Copy each line below that has "شهید".

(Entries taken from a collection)
_ _ _

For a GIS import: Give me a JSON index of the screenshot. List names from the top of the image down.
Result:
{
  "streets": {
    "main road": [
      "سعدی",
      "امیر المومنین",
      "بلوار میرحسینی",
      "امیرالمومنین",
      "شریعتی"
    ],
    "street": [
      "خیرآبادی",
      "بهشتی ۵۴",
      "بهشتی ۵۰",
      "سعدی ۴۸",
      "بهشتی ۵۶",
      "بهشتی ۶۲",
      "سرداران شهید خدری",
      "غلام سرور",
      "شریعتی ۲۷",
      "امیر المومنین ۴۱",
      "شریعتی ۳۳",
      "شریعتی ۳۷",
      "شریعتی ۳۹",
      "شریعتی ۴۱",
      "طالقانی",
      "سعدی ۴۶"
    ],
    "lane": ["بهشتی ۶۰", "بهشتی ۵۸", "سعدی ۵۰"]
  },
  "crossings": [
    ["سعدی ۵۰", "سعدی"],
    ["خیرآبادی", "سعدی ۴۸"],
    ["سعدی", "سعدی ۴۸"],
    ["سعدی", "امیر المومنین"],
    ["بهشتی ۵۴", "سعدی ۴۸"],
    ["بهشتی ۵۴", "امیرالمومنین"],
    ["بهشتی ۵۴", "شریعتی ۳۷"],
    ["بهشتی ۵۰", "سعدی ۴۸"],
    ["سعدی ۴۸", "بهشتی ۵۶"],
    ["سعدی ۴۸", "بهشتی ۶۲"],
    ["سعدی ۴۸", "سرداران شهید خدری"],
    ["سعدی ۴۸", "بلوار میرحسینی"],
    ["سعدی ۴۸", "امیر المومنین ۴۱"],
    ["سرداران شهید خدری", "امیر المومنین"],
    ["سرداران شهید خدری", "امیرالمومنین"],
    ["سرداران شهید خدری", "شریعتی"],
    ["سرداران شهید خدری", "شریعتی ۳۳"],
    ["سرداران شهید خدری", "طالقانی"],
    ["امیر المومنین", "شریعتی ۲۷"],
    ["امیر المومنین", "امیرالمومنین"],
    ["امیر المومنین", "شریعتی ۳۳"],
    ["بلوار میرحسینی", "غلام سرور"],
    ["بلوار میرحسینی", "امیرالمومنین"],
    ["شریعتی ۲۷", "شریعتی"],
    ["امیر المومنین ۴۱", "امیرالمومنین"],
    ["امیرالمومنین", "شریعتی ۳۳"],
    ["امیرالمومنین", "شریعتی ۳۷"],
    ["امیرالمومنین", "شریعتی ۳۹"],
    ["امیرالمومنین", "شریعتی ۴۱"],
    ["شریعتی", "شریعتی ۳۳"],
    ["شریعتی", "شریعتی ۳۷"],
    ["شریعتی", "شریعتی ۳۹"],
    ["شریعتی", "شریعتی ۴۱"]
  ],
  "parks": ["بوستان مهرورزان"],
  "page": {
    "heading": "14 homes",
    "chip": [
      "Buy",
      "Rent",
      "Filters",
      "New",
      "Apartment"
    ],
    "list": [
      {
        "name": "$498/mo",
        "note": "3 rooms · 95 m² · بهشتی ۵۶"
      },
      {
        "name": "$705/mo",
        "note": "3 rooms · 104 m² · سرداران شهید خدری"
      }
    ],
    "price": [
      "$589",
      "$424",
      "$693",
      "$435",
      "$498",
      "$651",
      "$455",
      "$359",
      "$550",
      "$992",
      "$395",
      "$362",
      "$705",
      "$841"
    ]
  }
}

_ _ _

> [SOLVED EXERCISE]
      "سرداران شهید خدری",
    ["سعدی ۴۸", "سرداران شهید خدری"],
    ["سرداران شهید خدری", "امیر المومنین"],
    ["سرداران شهید خدری", "امیرالمومنین"],
    ["سرداران شهید خدری", "شریعتی"],
    ["سرداران شهید خدری", "شریعتی ۳۳"],
    ["سرداران شهید خدری", "طالقانی"],
        "note": "3 rooms · 104 m² · سرداران شهید خدری"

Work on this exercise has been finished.